__PROVIDED DATA__

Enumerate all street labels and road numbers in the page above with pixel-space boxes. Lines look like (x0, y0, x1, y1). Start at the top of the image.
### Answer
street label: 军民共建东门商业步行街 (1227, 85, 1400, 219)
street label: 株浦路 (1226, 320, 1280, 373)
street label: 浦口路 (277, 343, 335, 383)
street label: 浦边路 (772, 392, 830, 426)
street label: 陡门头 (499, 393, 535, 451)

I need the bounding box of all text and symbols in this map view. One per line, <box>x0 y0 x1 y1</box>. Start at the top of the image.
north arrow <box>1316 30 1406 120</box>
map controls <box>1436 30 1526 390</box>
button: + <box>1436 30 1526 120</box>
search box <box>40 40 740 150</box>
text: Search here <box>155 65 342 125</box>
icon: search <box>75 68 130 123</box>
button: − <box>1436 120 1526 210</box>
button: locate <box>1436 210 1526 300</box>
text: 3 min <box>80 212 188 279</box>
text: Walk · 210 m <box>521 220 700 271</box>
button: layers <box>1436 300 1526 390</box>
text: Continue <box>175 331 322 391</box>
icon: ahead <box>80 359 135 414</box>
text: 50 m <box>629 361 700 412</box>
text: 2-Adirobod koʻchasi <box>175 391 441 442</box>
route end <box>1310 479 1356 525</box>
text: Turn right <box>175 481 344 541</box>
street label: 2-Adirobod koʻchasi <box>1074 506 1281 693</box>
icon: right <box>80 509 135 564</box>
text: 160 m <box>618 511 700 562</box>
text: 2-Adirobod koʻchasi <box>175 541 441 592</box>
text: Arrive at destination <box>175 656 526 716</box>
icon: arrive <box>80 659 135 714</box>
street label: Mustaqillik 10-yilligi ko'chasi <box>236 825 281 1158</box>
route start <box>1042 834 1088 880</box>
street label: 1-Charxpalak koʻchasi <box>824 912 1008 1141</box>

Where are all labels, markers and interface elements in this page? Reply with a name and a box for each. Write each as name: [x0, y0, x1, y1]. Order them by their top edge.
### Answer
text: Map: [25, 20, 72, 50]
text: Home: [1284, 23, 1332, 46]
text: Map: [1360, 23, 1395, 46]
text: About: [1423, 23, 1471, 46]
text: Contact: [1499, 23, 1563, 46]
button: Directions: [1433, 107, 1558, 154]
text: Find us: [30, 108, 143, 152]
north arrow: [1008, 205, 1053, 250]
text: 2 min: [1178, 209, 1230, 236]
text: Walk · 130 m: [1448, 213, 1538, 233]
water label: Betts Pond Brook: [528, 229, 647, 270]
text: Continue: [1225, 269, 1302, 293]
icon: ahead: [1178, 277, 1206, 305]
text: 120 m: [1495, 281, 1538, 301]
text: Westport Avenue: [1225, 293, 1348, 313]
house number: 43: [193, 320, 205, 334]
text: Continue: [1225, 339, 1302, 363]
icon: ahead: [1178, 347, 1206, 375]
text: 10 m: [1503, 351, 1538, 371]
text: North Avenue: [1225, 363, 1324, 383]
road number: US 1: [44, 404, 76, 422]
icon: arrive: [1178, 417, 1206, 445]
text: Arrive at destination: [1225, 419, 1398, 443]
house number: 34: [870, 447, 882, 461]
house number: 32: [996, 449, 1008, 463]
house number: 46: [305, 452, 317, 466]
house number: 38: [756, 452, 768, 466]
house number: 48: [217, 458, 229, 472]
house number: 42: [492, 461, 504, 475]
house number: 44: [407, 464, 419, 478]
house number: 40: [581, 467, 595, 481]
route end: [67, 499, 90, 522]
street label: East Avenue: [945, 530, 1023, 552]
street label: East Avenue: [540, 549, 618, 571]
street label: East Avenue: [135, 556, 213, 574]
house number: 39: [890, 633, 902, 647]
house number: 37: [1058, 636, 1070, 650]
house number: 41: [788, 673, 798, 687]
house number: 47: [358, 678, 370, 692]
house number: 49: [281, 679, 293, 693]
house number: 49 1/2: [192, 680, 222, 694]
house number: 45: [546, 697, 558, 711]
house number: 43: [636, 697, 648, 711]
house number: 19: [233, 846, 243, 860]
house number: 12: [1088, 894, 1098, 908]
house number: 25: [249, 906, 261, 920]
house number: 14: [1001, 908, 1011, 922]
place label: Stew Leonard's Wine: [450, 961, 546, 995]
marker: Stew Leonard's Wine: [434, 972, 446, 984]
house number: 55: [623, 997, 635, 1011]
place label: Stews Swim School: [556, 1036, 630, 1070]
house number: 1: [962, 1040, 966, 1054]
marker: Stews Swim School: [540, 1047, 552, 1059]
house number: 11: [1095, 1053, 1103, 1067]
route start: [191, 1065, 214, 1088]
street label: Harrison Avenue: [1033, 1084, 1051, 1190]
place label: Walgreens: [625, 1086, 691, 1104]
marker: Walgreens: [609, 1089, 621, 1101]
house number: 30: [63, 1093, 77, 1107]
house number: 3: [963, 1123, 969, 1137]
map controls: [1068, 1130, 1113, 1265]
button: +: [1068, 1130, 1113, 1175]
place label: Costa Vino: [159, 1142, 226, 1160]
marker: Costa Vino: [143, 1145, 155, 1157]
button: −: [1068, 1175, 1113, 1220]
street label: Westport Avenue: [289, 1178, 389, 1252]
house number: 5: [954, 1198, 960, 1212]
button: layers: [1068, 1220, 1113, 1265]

__ASSIGNED TASK__
Give back each record above exactly as written.

__ANSWER FOR THIS EXERCISE__
Enumerate all street labels and road numbers in the page above with pixel-space boxes. Lines look like (x0, y0, x1, y1). Start at the top of the image.
### Answer
street label: 军民共建东门商业步行街 (1227, 85, 1400, 219)
street label: 株浦路 (1226, 320, 1280, 373)
street label: 浦口路 (277, 343, 335, 383)
street label: 浦边路 (772, 392, 830, 426)
street label: 陡门头 (499, 393, 535, 451)

I need the bounding box of all text and symbols in this map view. One per line, <box>x0 y0 x1 y1</box>. Start at the top of the image.
north arrow <box>1316 30 1406 120</box>
map controls <box>1436 30 1526 390</box>
button: + <box>1436 30 1526 120</box>
search box <box>40 40 740 150</box>
text: Search here <box>155 65 342 125</box>
icon: search <box>75 68 130 123</box>
button: − <box>1436 120 1526 210</box>
button: locate <box>1436 210 1526 300</box>
text: 3 min <box>80 212 188 279</box>
text: Walk · 210 m <box>521 220 700 271</box>
button: layers <box>1436 300 1526 390</box>
text: Continue <box>175 331 322 391</box>
icon: ahead <box>80 359 135 414</box>
text: 50 m <box>629 361 700 412</box>
text: 2-Adirobod koʻchasi <box>175 391 441 442</box>
route end <box>1310 479 1356 525</box>
text: Turn right <box>175 481 344 541</box>
street label: 2-Adirobod koʻchasi <box>1074 506 1281 693</box>
icon: right <box>80 509 135 564</box>
text: 160 m <box>618 511 700 562</box>
text: 2-Adirobod koʻchasi <box>175 541 441 592</box>
text: Arrive at destination <box>175 656 526 716</box>
icon: arrive <box>80 659 135 714</box>
street label: Mustaqillik 10-yilligi ko'chasi <box>236 825 281 1158</box>
route start <box>1042 834 1088 880</box>
street label: 1-Charxpalak koʻchasi <box>824 912 1008 1141</box>

Where are all labels, markers and interface elements in this page? Reply with a name and a box for each. Write each as name: [x0, y0, x1, y1]. Order them by their top edge.
### Answer
text: Map: [25, 20, 72, 50]
text: Home: [1284, 23, 1332, 46]
text: Map: [1360, 23, 1395, 46]
text: About: [1423, 23, 1471, 46]
text: Contact: [1499, 23, 1563, 46]
button: Directions: [1433, 107, 1558, 154]
text: Find us: [30, 108, 143, 152]
north arrow: [1008, 205, 1053, 250]
text: 2 min: [1178, 209, 1230, 236]
text: Walk · 130 m: [1448, 213, 1538, 233]
water label: Betts Pond Brook: [528, 229, 647, 270]
text: Continue: [1225, 269, 1302, 293]
icon: ahead: [1178, 277, 1206, 305]
text: 120 m: [1495, 281, 1538, 301]
text: Westport Avenue: [1225, 293, 1348, 313]
house number: 43: [193, 320, 205, 334]
text: Continue: [1225, 339, 1302, 363]
icon: ahead: [1178, 347, 1206, 375]
text: 10 m: [1503, 351, 1538, 371]
text: North Avenue: [1225, 363, 1324, 383]
road number: US 1: [44, 404, 76, 422]
icon: arrive: [1178, 417, 1206, 445]
text: Arrive at destination: [1225, 419, 1398, 443]
house number: 34: [870, 447, 882, 461]
house number: 32: [996, 449, 1008, 463]
house number: 46: [305, 452, 317, 466]
house number: 38: [756, 452, 768, 466]
house number: 48: [217, 458, 229, 472]
house number: 42: [492, 461, 504, 475]
house number: 44: [407, 464, 419, 478]
house number: 40: [581, 467, 595, 481]
route end: [67, 499, 90, 522]
street label: East Avenue: [945, 530, 1023, 552]
street label: East Avenue: [540, 549, 618, 571]
street label: East Avenue: [135, 556, 213, 574]
house number: 39: [890, 633, 902, 647]
house number: 37: [1058, 636, 1070, 650]
house number: 41: [788, 673, 798, 687]
house number: 47: [358, 678, 370, 692]
house number: 49: [281, 679, 293, 693]
house number: 49 1/2: [192, 680, 222, 694]
house number: 45: [546, 697, 558, 711]
house number: 43: [636, 697, 648, 711]
house number: 19: [233, 846, 243, 860]
house number: 12: [1088, 894, 1098, 908]
house number: 25: [249, 906, 261, 920]
house number: 14: [1001, 908, 1011, 922]
place label: Stew Leonard's Wine: [450, 961, 546, 995]
marker: Stew Leonard's Wine: [434, 972, 446, 984]
house number: 55: [623, 997, 635, 1011]
place label: Stews Swim School: [556, 1036, 630, 1070]
house number: 1: [962, 1040, 966, 1054]
marker: Stews Swim School: [540, 1047, 552, 1059]
house number: 11: [1095, 1053, 1103, 1067]
route start: [191, 1065, 214, 1088]
street label: Harrison Avenue: [1033, 1084, 1051, 1190]
place label: Walgreens: [625, 1086, 691, 1104]
marker: Walgreens: [609, 1089, 621, 1101]
house number: 30: [63, 1093, 77, 1107]
house number: 3: [963, 1123, 969, 1137]
map controls: [1068, 1130, 1113, 1265]
button: +: [1068, 1130, 1113, 1175]
place label: Costa Vino: [159, 1142, 226, 1160]
marker: Costa Vino: [143, 1145, 155, 1157]
button: −: [1068, 1175, 1113, 1220]
street label: Westport Avenue: [289, 1178, 389, 1252]
house number: 5: [954, 1198, 960, 1212]
button: layers: [1068, 1220, 1113, 1265]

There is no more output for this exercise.